_Data section_
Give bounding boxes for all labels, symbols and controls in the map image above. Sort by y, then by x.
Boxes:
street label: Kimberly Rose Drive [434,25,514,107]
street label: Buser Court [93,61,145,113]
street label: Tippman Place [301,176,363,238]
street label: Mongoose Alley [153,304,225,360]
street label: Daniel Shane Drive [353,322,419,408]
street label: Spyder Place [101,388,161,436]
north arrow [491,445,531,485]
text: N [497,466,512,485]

_Description of the task_
Copy out the entries in full, exactly as they appear.

_Written answer_
Give bounding boxes for all labels, symbols and controls in the map image above. Sort by y, then by x.
Boxes:
street label: Kimberly Rose Drive [434,25,514,107]
street label: Buser Court [93,61,145,113]
street label: Tippman Place [301,176,363,238]
street label: Mongoose Alley [153,304,225,360]
street label: Daniel Shane Drive [353,322,419,408]
street label: Spyder Place [101,388,161,436]
north arrow [491,445,531,485]
text: N [497,466,512,485]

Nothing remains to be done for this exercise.